AI is useful when it’s locally hosted, publicly available, not monetized, and it keeps the human life first. That is the main concern and the main double edged sword of AI development today.
Companies are struggling to find a way to monetize it. People hate the way it’s being used and the way it’s being maintained. But that’s because we’re coming at it from a very wrong angle. AI is a very expensive technology to produce, but it’s only useful, similar to many others, when it’s widely distributed and free from baggage.
When we conquered a new world, like we’ll eventually conquer the body and mind, if our current shift is to be believed. We found other people already living there.
Problem is, the kind of people who set out into the edges of the map, be it out of their own volition or under duress, aren’t the kind to sing kumbaya holding hands at sunset. We’ve made the same mistake several times before. We set out into the unknown, not quite understanding what we’ll find at the other end; so far that’s good, that’s adventurous and visionary. But why is it that the second we grasp the implications of the endeavor, then our greed, fears, anger show through and corrupt what shouldn’t have to be that way?
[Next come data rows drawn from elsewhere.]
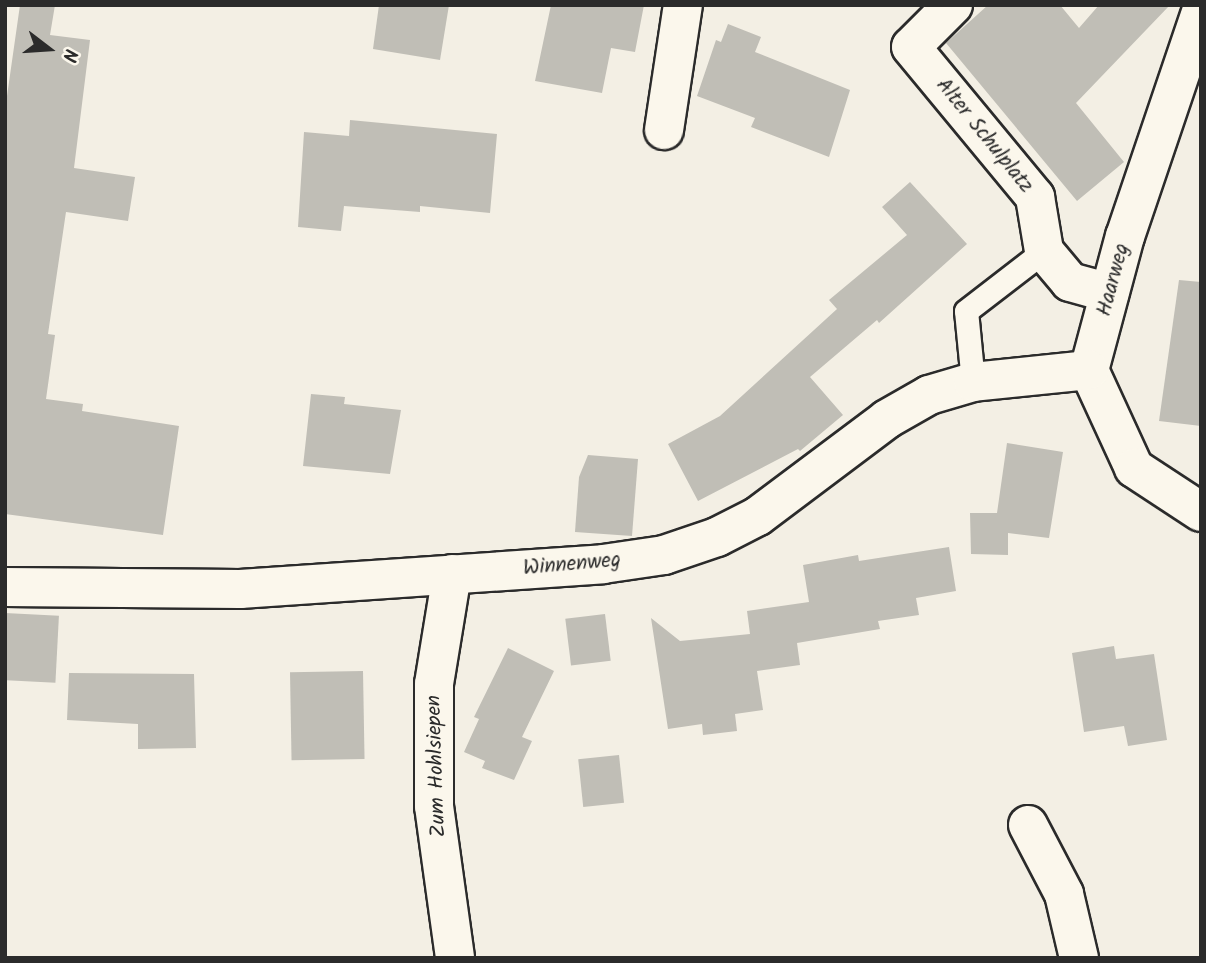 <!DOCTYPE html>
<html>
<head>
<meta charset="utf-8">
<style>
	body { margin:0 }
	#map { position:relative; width:1206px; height:963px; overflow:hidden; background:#f3efe4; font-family:Kalam,sans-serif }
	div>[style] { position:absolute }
	.building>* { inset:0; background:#c0beb6; transform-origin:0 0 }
	.roads { filter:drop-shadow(2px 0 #2b2b2b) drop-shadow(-2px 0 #2b2b2b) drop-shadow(0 2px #2b2b2b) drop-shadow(0 -2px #2b2b2b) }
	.service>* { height:23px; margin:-11.5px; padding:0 11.5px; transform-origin:11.5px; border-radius:11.5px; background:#fbf7ec }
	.minor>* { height:38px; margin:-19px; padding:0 19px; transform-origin:19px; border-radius:19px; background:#fbf7ec }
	span { translate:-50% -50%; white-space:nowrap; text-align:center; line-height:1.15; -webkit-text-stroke:5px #fbf7ec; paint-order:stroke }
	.street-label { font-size:21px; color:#2b2b2b }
	.frame { position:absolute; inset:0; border:7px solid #2b2b2b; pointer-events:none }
	.north { position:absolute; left:14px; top:14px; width:70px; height:70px; -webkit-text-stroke:5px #fbf7ec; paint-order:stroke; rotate:107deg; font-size:19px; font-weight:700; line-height:28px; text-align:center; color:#2b2b2b }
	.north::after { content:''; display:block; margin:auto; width:24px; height:32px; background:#2b2b2b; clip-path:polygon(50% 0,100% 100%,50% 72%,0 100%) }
</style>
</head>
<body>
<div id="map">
	<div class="building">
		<i style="clip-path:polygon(20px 5px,55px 5px,50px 35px,90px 40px,74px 168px,135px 177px,128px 221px,66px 212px,48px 334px,55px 335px,46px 399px,83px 404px,82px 411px,179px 426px,163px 535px,5px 514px,5px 110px)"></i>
		<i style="clip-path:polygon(379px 5px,449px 5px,440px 60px,373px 49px)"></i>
		<i style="clip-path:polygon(551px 5px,644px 5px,635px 52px,611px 48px,602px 93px,535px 81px)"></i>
		<i style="clip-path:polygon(988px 5px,1060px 5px,1079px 28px,1099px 5px,1170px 5px,1076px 103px,1124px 162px,1077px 201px,946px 43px)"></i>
		<i style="clip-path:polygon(728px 24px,761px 37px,755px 52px,850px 90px,829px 157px,751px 127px,755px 118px,697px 96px,716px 40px,721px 42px)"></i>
		<i style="clip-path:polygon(350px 120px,497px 134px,490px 213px,420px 206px,420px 212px,344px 206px,341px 231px,298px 227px,304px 132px,349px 136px)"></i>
		<i style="clip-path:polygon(910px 182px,967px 244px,879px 323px,877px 320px,810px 377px,843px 415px,800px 451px,798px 449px,698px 501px,668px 444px,720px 416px,837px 309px,829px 300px,907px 235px,882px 207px)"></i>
		<i style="clip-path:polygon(1179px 280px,1201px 282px,1201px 426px,1159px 421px)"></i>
		<i style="clip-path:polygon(311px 394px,345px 397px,344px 404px,401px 410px,390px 474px,303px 466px)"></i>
		<i style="clip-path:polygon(1007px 443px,1063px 452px,1049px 538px,1008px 533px,1008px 555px,971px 554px,970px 513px,997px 513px)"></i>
		<i style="clip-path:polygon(588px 455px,638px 459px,632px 536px,575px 532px,579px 477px)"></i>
		<i style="clip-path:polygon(949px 547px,956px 591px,916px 598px,919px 615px,878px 621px,880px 629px,797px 643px,800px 665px,757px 671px,763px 710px,735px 714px,737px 731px,703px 735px,702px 724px,668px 729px,651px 618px,680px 641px,750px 634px,747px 611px,809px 602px,803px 565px,858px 555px,859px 561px)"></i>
		<i style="left:5px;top:613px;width:54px;height:67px;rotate:3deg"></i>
		<i style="left:605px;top:614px;width:47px;height:40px;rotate:83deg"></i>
		<i style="clip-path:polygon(1114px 646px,1116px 659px,1154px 654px,1167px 740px,1128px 746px,1124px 726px,1084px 732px,1072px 653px)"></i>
		<i style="clip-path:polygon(508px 648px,554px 671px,522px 737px,532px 741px,514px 780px,482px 768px,485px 761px,464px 752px,479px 719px,474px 717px)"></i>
		<i style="left:363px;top:671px;width:88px;height:73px;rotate:89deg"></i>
		<i style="clip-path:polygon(69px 673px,194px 674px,196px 748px,138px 749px,138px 724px,67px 720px)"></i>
		<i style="left:619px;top:755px;width:48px;height:41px;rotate:84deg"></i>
	</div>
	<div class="roads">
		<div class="service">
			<i style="left:973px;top:382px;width:71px;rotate:-95.6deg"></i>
			<i style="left:966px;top:311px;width:98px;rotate:-37.6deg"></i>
		</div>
		<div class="minor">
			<i style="left:953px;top:5px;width:59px;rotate:135deg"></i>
			<i style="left:911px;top:47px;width:195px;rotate:50.4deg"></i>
			<i style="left:1035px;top:197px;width:55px;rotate:80.5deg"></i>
			<i style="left:1044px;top:251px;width:40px;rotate:50deg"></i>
			<i style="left:1070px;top:282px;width:41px;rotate:15.4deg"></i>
			<i style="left:1201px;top:12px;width:237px;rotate:108.7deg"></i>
			<i style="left:1125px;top:236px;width:139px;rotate:105deg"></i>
			<i style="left:1089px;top:370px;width:108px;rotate:65.3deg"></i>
			<i style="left:1134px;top:468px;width:80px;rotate:33.3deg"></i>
			<i style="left:664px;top:130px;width:126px;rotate:-81.4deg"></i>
			<i style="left:452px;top:574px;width:111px;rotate:99.3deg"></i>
			<i style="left:434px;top:684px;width:122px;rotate:90deg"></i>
			<i style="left:434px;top:806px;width:153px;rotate:82.1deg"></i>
			<i style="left:5px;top:587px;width:235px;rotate:0.5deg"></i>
			<i style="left:240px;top:589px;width:364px;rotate:-3.9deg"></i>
			<i style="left:603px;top:564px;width:62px;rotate:-8.4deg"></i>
			<i style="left:664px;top:555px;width:56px;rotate:-18.8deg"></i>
			<i style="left:717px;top:537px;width:46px;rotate:-27.1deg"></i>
			<i style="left:758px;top:516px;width:161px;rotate:-36.9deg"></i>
			<i style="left:887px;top:419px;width:48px;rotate:-29.7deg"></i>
			<i style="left:929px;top:395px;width:46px;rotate:-16.5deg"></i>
			<i style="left:973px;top:382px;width:117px;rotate:-5.9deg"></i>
			<i style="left:1028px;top:825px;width:78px;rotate:62.4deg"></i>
			<i style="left:1064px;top:894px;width:66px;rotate:76.8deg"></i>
		</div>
	</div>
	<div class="street-label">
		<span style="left:984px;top:136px;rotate:51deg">Alter Schulplatz</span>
		<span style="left:1114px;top:280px;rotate:-75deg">Haarweg</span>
		<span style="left:572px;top:565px;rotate:-5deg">Winnenweg</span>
		<span style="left:437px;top:766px;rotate:-92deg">Zum Hohlsiepen</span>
	</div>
	<div class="frame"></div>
	<div class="north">N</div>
</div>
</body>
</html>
Why did we place dragons, sirens and monsters at the edge of the map? Why not bunnies, friendly natives, and greener pastures (as we ended up finding)? It’s because you don’t get to murder a bunny guilt-free.
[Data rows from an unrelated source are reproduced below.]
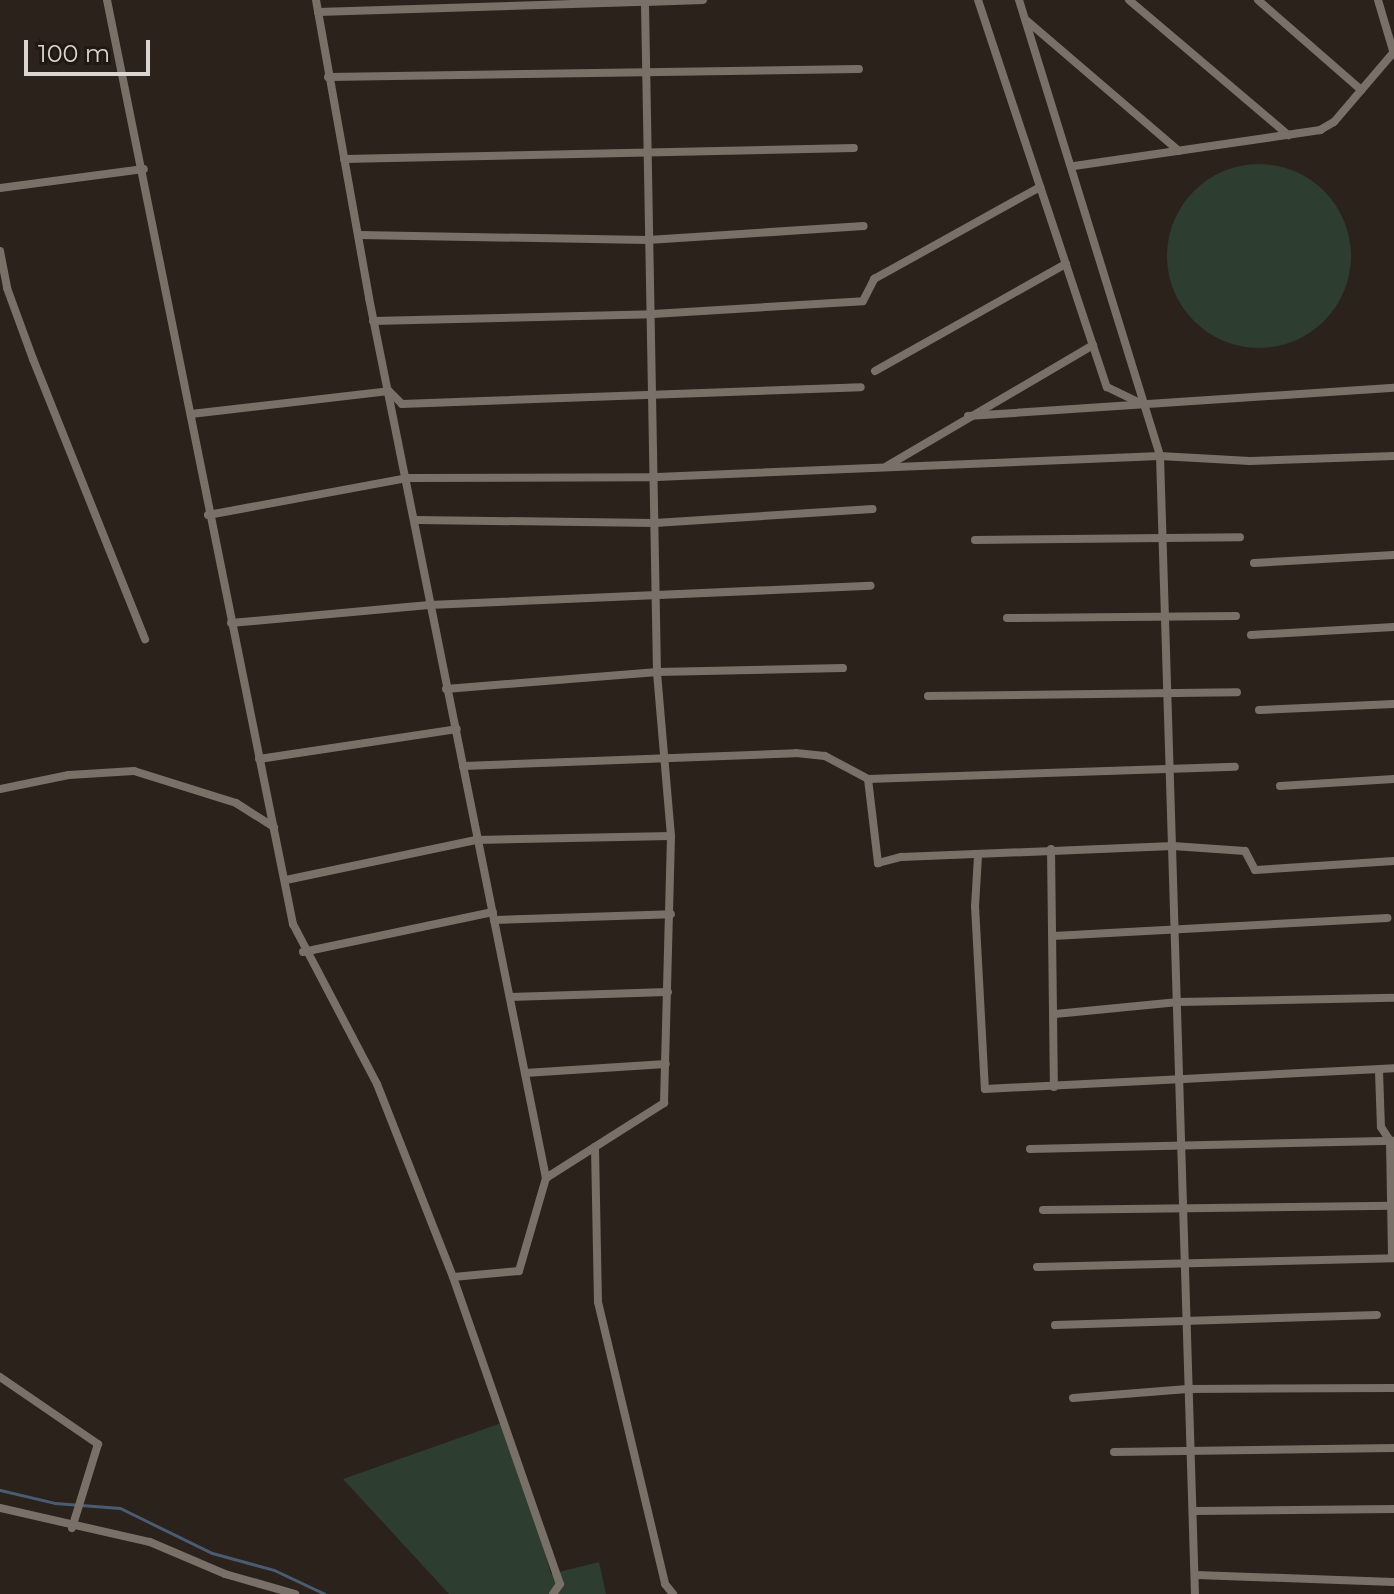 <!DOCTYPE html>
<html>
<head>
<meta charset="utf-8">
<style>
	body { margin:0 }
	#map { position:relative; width:1394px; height:1594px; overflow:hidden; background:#2a221b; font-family:Montserrat,sans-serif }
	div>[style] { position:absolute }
	.green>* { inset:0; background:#2d3d30 }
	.round { border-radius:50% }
	.stream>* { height:3px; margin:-1.5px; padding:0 1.5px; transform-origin:1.5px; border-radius:1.5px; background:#4a5c71 }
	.street>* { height:8px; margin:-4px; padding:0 4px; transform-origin:4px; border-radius:4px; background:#797068 }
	span { translate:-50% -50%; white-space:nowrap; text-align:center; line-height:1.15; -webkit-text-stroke:6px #201912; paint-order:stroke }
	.scale { position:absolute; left:24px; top:40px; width:126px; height:36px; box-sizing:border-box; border:4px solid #dad5d0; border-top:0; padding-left:10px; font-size:24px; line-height:28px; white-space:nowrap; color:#dad5d0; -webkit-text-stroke:6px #201912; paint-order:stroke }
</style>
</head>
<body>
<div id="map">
	<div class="green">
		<i class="round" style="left:1167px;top:164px;width:184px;height:184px"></i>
		<i style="clip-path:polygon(507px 1421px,551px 1574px,599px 1562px,606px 1594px,449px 1594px,343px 1479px)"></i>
	</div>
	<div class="stream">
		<i style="left:0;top:1490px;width:57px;rotate:13.3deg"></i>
		<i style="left:55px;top:1503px;width:65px;rotate:4.4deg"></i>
		<i style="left:120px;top:1508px;width:102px;rotate:26.1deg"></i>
		<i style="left:212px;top:1553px;width:64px;rotate:15.3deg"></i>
		<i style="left:274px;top:1570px;width:56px;rotate:25.2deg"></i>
	</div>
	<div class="street">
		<i style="left:107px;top:0;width:943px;rotate:78.62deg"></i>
		<i style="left:293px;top:924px;width:181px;rotate:62.3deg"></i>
		<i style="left:377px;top:1084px;width:207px;rotate:68.5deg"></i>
		<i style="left:453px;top:1277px;width:325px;rotate:70.8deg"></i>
		<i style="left:560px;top:1584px;width:12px;rotate:125deg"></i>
		<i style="left:316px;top:0;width:303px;rotate:79.9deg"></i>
		<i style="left:369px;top:298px;width:898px;rotate:78.63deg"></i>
		<i style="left:546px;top:1178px;width:97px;rotate:106.2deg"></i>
		<i style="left:519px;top:1271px;width:66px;rotate:174.8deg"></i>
		<i style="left:978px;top:0;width:408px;rotate:71.6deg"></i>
		<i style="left:1107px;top:387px;width:41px;rotate:25.9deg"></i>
		<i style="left:1019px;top:0;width:477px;rotate:72.8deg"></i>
		<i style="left:1160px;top:456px;width:1139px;rotate:88.24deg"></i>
		<i style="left:1129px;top:0;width:209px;rotate:40.3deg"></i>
		<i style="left:1258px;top:0;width:137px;rotate:41.1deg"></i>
		<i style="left:1378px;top:0;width:56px;rotate:73.5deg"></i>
		<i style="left:318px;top:12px;width:327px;rotate:-1.8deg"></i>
		<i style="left:1026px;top:20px;width:201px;rotate:40.6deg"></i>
		<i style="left:328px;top:77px;width:531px;rotate:-0.86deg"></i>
		<i style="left:344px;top:159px;width:510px;rotate:-1.24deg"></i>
		<i style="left:1074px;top:166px;width:249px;rotate:-8.3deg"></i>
		<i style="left:1320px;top:130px;width:16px;rotate:-30deg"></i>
		<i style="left:1334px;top:122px;width:91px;rotate:-49.5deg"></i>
		<i style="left:0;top:188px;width:145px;rotate:-7.5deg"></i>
		<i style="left:359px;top:235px;width:289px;rotate:1deg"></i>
		<i style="left:648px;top:240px;width:216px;rotate:-3.7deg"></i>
		<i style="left:0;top:251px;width:38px;rotate:79deg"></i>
		<i style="left:7px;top:288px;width:76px;rotate:69.9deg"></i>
		<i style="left:33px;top:359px;width:302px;rotate:68.2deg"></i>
		<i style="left:373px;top:321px;width:280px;rotate:-1.4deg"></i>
		<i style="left:653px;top:314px;width:210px;rotate:-3.5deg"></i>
		<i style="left:863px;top:301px;width:25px;rotate:-63deg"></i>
		<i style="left:874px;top:279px;width:190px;rotate:-29deg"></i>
		<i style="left:875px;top:371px;width:219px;rotate:-29.3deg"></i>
		<i style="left:191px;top:414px;width:199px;rotate:-6.6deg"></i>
		<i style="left:389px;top:391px;width:18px;rotate:45deg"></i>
		<i style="left:402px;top:404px;width:459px;rotate:-2.1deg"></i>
		<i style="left:968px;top:416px;width:427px;rotate:-3.8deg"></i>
		<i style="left:887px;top:466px;width:239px;rotate:-30.4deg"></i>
		<i style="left:208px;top:515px;width:202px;rotate:-10.5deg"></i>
		<i style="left:407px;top:478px;width:250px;rotate:-0.2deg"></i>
		<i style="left:657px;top:477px;width:503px;rotate:-2.39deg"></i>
		<i style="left:1160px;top:456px;width:90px;rotate:3.2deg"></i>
		<i style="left:1250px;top:461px;width:144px;rotate:-2deg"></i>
		<i style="left:416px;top:520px;width:239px;rotate:0.7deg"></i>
		<i style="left:655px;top:523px;width:218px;rotate:-3.7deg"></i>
		<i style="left:975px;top:540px;width:265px;rotate:-0.6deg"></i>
		<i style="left:1254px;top:563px;width:140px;rotate:-3.3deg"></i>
		<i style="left:1007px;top:618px;width:229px;rotate:-0.5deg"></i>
		<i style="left:231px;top:623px;width:199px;rotate:-5.2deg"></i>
		<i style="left:429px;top:605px;width:442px;rotate:-2.5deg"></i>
		<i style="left:1251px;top:635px;width:143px;rotate:-3.2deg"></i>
		<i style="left:446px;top:689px;width:212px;rotate:-4.6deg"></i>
		<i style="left:657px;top:672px;width:186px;rotate:-1.2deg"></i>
		<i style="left:928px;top:696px;width:309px;rotate:-0.7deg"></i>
		<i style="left:1259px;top:710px;width:135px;rotate:-2.5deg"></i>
		<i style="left:259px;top:759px;width:200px;rotate:-8.6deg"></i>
		<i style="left:463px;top:766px;width:333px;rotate:-2.2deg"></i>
		<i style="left:796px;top:753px;width:29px;rotate:6deg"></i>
		<i style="left:825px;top:756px;width:49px;rotate:28.1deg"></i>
		<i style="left:868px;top:779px;width:367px;rotate:-1.9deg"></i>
		<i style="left:868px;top:779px;width:85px;rotate:83.2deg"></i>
		<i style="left:878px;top:863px;width:24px;rotate:-15deg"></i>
		<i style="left:901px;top:857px;width:272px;rotate:-2.3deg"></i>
		<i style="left:1173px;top:846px;width:72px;rotate:4deg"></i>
		<i style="left:1245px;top:851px;width:21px;rotate:62deg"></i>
		<i style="left:1255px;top:870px;width:139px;rotate:-3.7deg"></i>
		<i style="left:1280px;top:786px;width:114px;rotate:-3.5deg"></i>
		<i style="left:0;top:789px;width:70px;rotate:-11.5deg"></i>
		<i style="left:69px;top:775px;width:65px;rotate:-3.5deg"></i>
		<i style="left:134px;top:771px;width:107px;rotate:17.4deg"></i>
		<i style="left:236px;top:803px;width:45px;rotate:32.3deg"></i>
		<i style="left:1051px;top:849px;width:238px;rotate:89.3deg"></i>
		<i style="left:978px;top:856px;width:50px;rotate:93.4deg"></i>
		<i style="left:975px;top:906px;width:183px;rotate:86.9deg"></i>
		<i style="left:985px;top:1089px;width:410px;rotate:-2.9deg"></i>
		<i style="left:286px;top:880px;width:194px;rotate:-11.9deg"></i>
		<i style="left:476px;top:840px;width:195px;rotate:-1.2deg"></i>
		<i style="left:494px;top:920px;width:177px;rotate:-1.9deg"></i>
		<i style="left:1053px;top:936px;width:335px;rotate:-3.1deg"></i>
		<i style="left:303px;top:952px;width:194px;rotate:-11.9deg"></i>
		<i style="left:510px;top:997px;width:158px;rotate:-1.8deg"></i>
		<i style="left:1055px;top:1014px;width:124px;rotate:-5.6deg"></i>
		<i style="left:1178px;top:1002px;width:215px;rotate:-1.1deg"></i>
		<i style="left:1379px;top:1071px;width:56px;rotate:88deg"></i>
		<i style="left:1381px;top:1127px;width:17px;rotate:57deg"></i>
		<i style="left:1390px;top:1141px;width:117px;rotate:89deg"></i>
		<i style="left:525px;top:1073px;width:141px;rotate:-3.7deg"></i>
		<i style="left:595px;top:1147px;width:155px;rotate:88.9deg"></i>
		<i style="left:598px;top:1302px;width:290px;rotate:76.6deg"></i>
		<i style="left:665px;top:1584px;width:13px;rotate:51deg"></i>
		<i style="left:1030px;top:1149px;width:364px;rotate:-1.3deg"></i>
		<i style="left:546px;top:1178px;width:140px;rotate:-32.4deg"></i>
		<i style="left:664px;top:1103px;width:267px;rotate:-88.5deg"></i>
		<i style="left:671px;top:836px;width:165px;rotate:-94.9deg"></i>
		<i style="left:657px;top:672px;width:670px;rotate:-91.03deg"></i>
		<i style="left:645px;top:2px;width:58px;rotate:-2deg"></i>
		<i style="left:1043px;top:1210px;width:351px;rotate:-0.7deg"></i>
		<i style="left:1037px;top:1267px;width:357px;rotate:-1.4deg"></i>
		<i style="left:1055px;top:1325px;width:322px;rotate:-1.8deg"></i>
		<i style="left:0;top:1377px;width:119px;rotate:34.4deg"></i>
		<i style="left:98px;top:1444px;width:88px;rotate:107.2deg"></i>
		<i style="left:1073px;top:1398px;width:115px;rotate:-4.5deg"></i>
		<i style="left:1188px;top:1389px;width:206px;rotate:-0.3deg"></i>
		<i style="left:1114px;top:1452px;width:280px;rotate:-0.8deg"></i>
		<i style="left:0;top:1508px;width:154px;rotate:12.8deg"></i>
		<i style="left:150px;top:1542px;width:82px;rotate:23.1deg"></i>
		<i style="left:225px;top:1574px;width:73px;rotate:15.9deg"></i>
		<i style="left:1194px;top:1511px;width:200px;rotate:-0.6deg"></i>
		<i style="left:1196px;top:1575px;width:198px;rotate:2deg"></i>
	</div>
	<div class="scale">100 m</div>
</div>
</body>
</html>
You don’t mourn a dragon, you did what you had to, to survive, to come out on top.
Our future holds a lot of dragons. Space conquest, biological immortality, quantum communication of information across unthinkable distances within a heartbeat.
But same as with every dragon we’ve conquered before, we’ll realize the end goal was nothing like what we envisioned. We will have to live with the implications of whatever we surface.
We could see the frontier as a place to nurture and steward; but that means you have to go slower, be careful, and share the spoils. Nobody’s got time for that. There’s a race going on, and we sure as hell won’t be the ones to get beaten.
The more we approach godhood, the bigger the weight on our minds and the more numerous the skeletons in our collective closet.




I like the radical optimism in this piece. I don't think we will reach AGI without some kind of new breakthrough I'm not informed enough to see. And I think the pursuit of it is making a very small amount of people a very large amount of money without considering the ethics and implications of AI.